The Cubs and Brewers square off in the rubber game of their three-game series on Thursday at Miller Park. Matt Garza gets the start, and yes, he’s matched up with catcher Dioner Navarro. Brian Bogusevic will make his second straight start in left field for the Cubs. He was 2-for-4 on Wednesday, but on base four times, reaching on an error, walk and two singles. He also stole a base. Dale Sveum has said Alfonso Soriano will be the DH in the Cubs’ upcoming games at AL West ballparks.
Here’s the lineup:
* The Cubs will try to win their first series at Miller Park since taking two of three from the Brewers, Sept. 10-12, 2010.
* The Cubs have 247 extra-base hits, second most in the NL behind the Rockies.
* Cubs pitchers have 46 quality starts, fourth-most in the NL.
* Scott Feldman picked up his 500th career strikeout when he fanned Jonathan Lucroy in the third. Nine of his 12 starts have been quality starts.
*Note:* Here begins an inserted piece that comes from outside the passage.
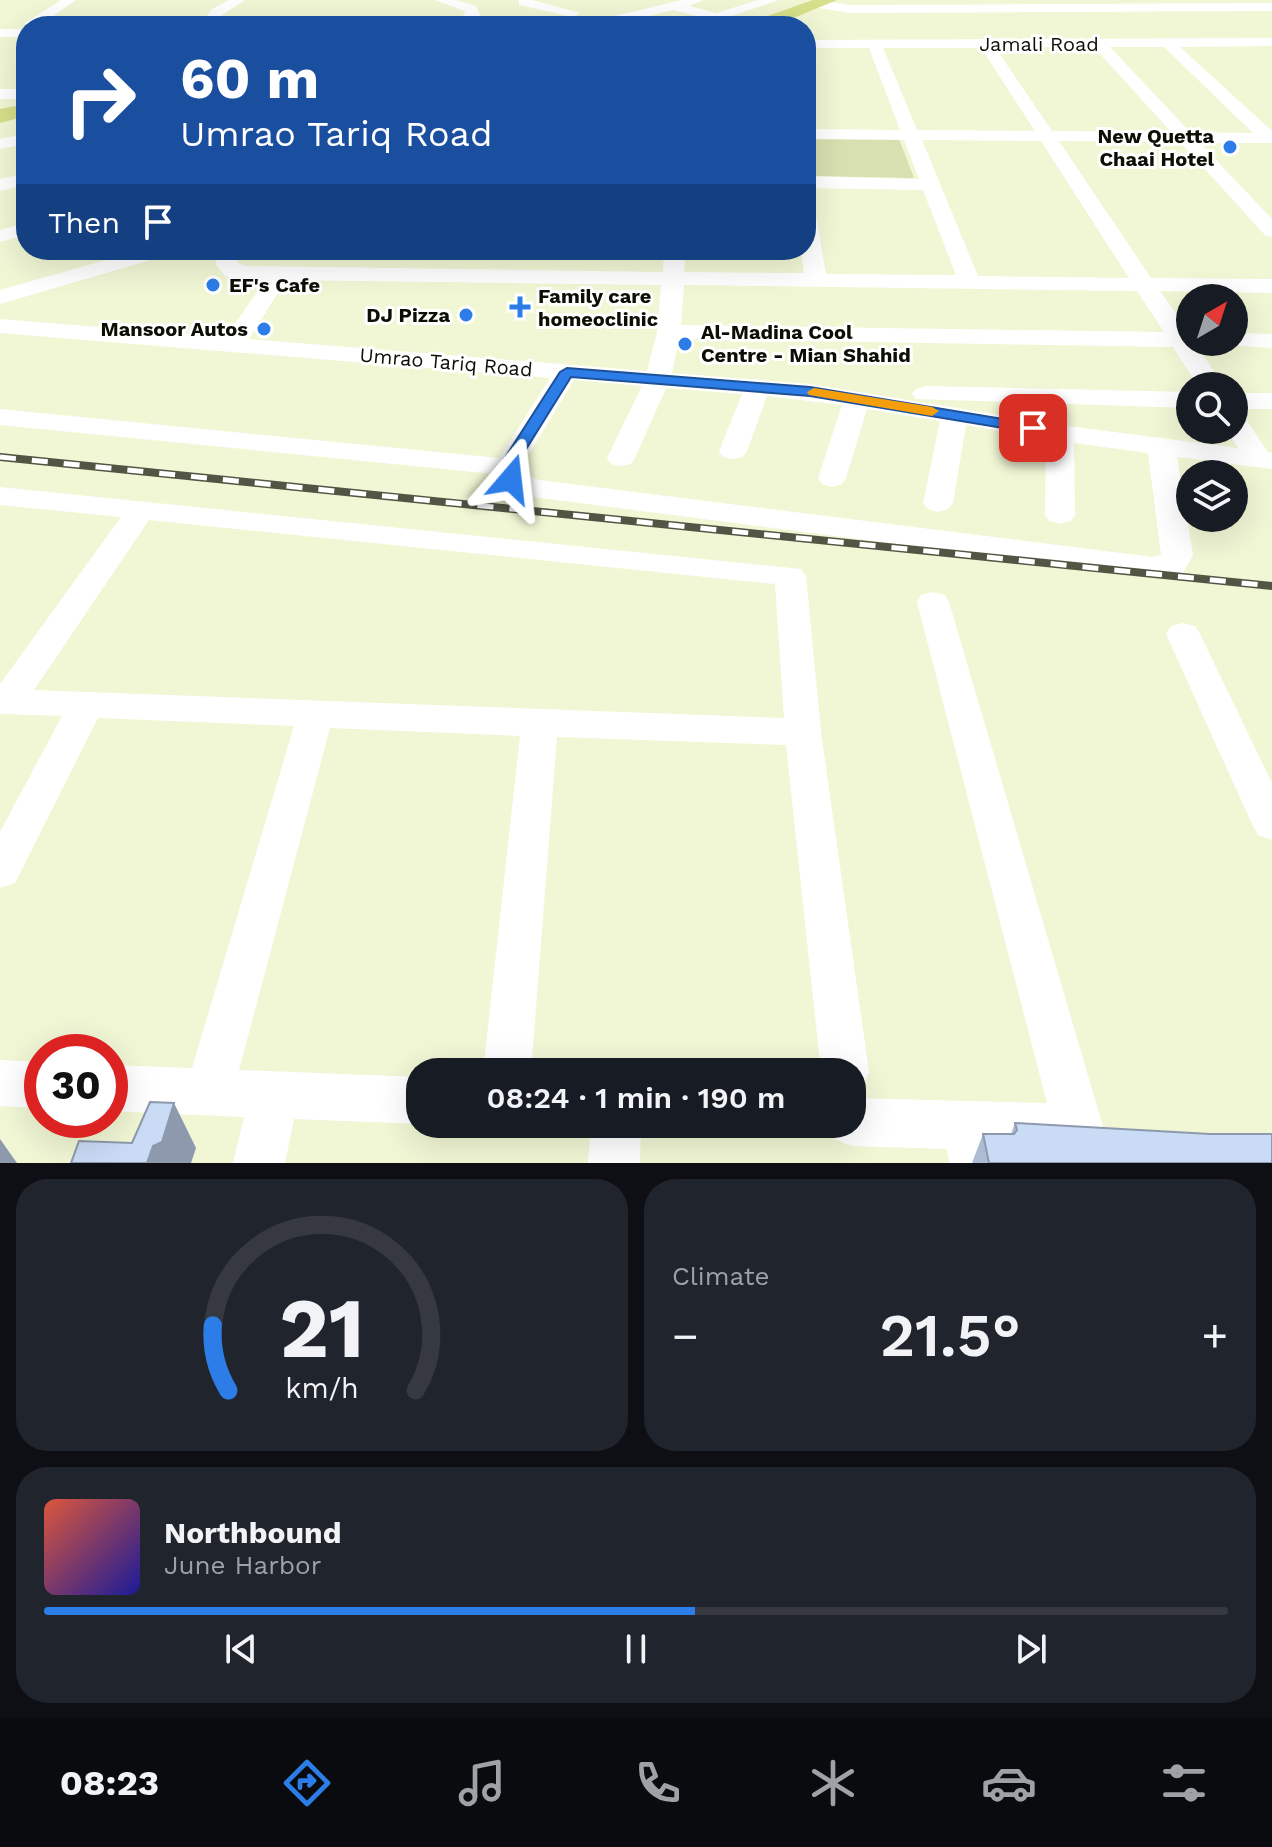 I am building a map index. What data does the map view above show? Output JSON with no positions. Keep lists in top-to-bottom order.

* Kevin Gregg is now 12-for-12 in save opportunities.
* Anthony Rizzo had a double, a single, a walk and two RBIs. This year, 36 of his 72 hits have gone for extra bases, and his 22 doubles rank among the NL leaders.
Anthony Rizzo celebrated the one-year anniversary of his call-up to the Cubs by hitting a two-run single, Ryan Sweeney added a solo home run and Kevin Gregg registered his 12th save in 12 tries to post a 5-4 victory against the Brewers, ending a nine-game losing streak at Miller Park.
Milwaukee made it interesting in the ninth. Chicago led 5-3 but Juan Francisco homered for the second time in as many nights, going deep off Gregg. Rickie Weeks doubled and moved up on a sacrifice but was forced at home, despite charging into catcher Welington Castillo like a linebacker. The Cubs were happy to take that out. Gennett then launched a ball to right, and Nate Schierholtz caught it in front of the warning track.
“What an ending,” Cubs starter Scott Feldman said. “It was nice to put that one away and keep everyone on their toes.”
“I’ll have to start shaving my head and face completely so you don’t see the gray [hair],” Cubs manager Dale Sveum said. “When that ball left [Gennett’s] bat, I ain’t lying, I thought it was a homer, especially in this ballpark. I like that kid. He’s going to be a good Major League player. … I’ve seen him hit some bombs. That little guy can hit the ball a long way.”
Not this time.
“In this park, you never know,” Gregg said. “I knew it wasn’t hit well and that it wasn’t a no doubter. It plays pretty short over there [in right] at times. Luckily, it stayed in.”
Gregg, who the Cubs pitchers say is the calmest person on the planet, didn’t get rattled by Francisco’s homer.
“If we win by one every time, great, we win,” he said. “As a closer, you don’t want to give up any runs, but you want to win, first and foremost.”
Gregg has been a vast improvement over Carlos Marmol, who began the season as the Cubs closer but was designated for assignment on Tuesday.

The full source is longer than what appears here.